Neue Nationalgalerie

Marcel Duchamp

27 - 30 Jan 2011

Marcel Duchamp
Belle Haleine
Eau de Voilette (Beautiful Breath: Veil Water), 1921. Assisted readymade: Rigaud perfume bottle with label created by Marcel Duchamp and Man Ray, inscribed on gold label attached to the back of the box: Rrose / Sélavy / 1921. Private Collection
© Succession Marcel Duchamp / VG Bild-Kunst, Bonn 2010 © Man Ray Trust, Paris / VG Bild-Kunst, Bonn 2010
MARCEL DUCHAMP
Belle Haleine: Eau de Voilette, 1921
27 - 30 January 2011

For just 72 hours, the Nationalgalerie will unveil to the public Marcel Duchamp's legendary perfume flacon, "Belle Haleine: Eau de Voilette" from 1921. The work is the only surviving 'assisted readymade' by the most influential artist of the 20th century. Duchamp's unwavering impact on art to this day arises from the consistent way in which he dismisses the traditional concept of art and scrutinizes the mechanisms of both its production and reception. Duchamp (1987-1968) developed the concept of the readymade in the 1910s. He used industrially manufactured mass products that were elevated into works of art through the mere fact that the artist had selected them.
Over the course of the 20th century, his readymades (such as the urinal turned on its side or the bicycle wheel on a wooden stool) have assumed the status of icons of art. Within this group of works, Belle Haleine ist termed an 'assisted readymade', because Duchamp has modified its design.
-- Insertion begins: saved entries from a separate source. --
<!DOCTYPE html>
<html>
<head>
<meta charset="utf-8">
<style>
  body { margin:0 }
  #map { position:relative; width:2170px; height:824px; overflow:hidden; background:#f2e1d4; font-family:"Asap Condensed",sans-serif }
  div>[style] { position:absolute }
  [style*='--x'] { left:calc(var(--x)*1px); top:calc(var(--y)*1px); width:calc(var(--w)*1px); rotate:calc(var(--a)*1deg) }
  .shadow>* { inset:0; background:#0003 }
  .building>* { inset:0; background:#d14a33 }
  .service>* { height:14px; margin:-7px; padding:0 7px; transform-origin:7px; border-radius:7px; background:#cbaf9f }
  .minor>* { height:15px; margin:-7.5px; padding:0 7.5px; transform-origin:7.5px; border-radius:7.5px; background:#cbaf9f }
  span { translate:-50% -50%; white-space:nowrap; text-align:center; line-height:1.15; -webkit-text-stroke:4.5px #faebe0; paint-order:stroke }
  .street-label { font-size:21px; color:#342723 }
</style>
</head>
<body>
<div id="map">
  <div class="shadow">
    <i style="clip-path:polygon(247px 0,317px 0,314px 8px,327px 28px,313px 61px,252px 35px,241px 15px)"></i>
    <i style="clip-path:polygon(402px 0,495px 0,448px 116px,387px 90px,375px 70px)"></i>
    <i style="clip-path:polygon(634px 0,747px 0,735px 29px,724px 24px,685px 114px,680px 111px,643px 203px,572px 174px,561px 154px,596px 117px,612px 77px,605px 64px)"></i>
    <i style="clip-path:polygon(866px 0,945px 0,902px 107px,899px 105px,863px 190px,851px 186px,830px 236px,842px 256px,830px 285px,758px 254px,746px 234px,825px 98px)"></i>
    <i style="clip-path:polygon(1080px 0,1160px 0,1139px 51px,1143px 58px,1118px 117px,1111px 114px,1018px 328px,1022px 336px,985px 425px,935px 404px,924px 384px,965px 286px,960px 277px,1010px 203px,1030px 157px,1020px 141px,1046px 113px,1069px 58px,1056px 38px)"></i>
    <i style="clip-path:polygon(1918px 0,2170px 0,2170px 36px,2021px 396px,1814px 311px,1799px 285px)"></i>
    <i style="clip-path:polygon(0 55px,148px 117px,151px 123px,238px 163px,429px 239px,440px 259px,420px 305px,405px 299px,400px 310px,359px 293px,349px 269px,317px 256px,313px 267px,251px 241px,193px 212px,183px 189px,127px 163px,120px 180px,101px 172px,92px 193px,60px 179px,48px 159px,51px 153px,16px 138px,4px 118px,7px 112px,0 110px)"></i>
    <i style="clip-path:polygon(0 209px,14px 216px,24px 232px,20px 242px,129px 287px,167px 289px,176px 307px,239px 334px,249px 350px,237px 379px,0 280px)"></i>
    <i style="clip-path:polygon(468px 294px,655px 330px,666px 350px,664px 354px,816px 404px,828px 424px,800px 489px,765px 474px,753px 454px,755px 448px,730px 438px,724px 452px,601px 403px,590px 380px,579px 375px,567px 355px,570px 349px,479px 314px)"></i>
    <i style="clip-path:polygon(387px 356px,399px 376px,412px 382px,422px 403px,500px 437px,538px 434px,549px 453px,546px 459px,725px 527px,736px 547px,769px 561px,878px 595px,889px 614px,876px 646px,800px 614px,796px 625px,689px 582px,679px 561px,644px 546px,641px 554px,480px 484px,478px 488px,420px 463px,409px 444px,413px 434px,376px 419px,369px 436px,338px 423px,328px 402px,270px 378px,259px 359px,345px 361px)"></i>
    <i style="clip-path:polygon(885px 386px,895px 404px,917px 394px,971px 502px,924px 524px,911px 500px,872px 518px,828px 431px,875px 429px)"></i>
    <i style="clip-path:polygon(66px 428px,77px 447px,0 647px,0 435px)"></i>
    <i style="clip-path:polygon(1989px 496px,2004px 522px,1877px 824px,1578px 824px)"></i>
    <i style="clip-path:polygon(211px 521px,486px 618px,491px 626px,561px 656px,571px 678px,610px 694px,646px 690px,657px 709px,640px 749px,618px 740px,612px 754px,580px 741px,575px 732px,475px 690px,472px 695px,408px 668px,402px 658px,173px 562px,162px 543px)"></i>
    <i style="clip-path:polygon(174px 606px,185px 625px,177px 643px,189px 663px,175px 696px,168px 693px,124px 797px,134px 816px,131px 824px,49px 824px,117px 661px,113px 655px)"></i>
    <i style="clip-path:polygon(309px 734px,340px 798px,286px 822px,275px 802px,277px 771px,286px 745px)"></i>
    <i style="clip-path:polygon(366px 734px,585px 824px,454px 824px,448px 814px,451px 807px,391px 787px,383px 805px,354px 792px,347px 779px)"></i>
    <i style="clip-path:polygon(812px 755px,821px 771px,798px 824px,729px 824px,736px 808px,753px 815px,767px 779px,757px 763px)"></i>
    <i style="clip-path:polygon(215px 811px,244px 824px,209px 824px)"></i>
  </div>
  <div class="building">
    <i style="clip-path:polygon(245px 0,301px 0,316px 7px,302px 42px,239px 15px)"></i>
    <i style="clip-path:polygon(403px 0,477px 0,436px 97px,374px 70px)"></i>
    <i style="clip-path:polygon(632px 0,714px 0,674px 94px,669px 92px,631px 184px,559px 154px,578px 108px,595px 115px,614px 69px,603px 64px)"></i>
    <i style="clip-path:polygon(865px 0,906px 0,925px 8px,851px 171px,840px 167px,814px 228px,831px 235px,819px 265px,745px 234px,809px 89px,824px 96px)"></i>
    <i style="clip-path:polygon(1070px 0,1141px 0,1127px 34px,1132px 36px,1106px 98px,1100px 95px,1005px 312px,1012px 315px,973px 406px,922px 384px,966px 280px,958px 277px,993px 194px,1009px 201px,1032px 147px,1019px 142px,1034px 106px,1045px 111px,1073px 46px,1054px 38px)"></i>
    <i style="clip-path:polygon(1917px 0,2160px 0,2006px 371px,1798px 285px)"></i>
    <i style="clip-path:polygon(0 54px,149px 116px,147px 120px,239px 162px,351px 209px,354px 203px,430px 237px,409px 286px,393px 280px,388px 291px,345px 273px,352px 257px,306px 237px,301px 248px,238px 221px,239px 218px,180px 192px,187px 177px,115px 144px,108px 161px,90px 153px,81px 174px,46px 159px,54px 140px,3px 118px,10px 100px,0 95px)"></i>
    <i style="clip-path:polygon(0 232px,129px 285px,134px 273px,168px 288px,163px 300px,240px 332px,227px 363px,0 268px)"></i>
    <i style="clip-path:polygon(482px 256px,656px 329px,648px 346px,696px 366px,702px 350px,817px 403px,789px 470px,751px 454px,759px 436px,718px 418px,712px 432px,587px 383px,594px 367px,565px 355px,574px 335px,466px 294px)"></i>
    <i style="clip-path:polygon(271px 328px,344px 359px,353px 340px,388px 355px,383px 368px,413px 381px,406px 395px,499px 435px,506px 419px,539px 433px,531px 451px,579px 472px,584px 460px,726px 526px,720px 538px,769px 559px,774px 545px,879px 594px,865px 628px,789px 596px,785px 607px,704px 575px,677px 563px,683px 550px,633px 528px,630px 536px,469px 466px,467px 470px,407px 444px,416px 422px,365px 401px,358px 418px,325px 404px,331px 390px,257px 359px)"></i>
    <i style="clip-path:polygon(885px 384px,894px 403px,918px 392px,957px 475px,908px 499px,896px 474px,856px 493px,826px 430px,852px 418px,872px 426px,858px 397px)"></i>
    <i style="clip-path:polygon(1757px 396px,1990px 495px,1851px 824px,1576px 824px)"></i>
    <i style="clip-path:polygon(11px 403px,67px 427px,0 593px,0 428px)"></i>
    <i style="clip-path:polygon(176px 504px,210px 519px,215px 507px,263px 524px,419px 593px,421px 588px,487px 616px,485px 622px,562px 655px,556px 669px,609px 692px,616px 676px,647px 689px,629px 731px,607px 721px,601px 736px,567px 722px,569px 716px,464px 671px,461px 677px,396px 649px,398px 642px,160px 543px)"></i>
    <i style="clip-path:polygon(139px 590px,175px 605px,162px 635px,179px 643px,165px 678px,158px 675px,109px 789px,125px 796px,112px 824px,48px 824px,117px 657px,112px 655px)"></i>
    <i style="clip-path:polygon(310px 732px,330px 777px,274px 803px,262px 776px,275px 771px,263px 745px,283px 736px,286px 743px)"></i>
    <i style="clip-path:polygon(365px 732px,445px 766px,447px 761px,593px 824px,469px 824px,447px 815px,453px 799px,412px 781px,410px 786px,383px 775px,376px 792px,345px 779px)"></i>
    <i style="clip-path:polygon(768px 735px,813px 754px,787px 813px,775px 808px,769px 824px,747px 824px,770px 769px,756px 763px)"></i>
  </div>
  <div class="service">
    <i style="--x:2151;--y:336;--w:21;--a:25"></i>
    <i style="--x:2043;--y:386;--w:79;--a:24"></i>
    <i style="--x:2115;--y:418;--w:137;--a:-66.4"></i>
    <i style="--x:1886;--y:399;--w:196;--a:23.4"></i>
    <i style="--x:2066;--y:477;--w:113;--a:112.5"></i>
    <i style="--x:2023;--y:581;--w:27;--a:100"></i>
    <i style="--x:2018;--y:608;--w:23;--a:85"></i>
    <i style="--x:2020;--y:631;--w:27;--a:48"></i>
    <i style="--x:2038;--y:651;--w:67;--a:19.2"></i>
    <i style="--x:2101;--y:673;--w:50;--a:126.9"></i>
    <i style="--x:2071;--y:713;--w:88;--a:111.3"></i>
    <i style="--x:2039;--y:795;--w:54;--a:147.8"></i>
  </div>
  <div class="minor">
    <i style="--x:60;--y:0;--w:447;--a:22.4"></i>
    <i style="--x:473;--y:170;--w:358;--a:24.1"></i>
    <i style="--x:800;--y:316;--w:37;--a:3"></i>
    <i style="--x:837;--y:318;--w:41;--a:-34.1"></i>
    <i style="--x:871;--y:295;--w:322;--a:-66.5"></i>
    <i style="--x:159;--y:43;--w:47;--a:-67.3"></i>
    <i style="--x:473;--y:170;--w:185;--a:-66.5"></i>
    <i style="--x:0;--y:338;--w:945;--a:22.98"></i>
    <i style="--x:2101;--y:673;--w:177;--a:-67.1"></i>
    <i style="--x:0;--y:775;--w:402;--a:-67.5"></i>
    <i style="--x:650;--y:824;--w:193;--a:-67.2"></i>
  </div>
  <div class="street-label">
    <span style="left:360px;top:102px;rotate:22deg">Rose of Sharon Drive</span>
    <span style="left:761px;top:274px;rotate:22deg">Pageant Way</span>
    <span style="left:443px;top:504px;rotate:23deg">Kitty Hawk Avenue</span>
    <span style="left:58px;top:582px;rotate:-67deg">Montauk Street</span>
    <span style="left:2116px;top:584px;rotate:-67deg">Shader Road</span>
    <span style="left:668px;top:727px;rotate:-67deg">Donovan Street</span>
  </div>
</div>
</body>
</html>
He took a perfume bottle marketed by the French company Rigaud and adorned it with a label designed in collaboration with Man Ray, showing a portait of the artist as his female alter ego, Rrose Sélavy. The groundbraking work, which was lastly in the posession of Yves Saint Laurent and Pierre Bergé and sold on auction in 2009, where it fetched the astonishingly high price of 7.9 million euros, is now on show for the first time since.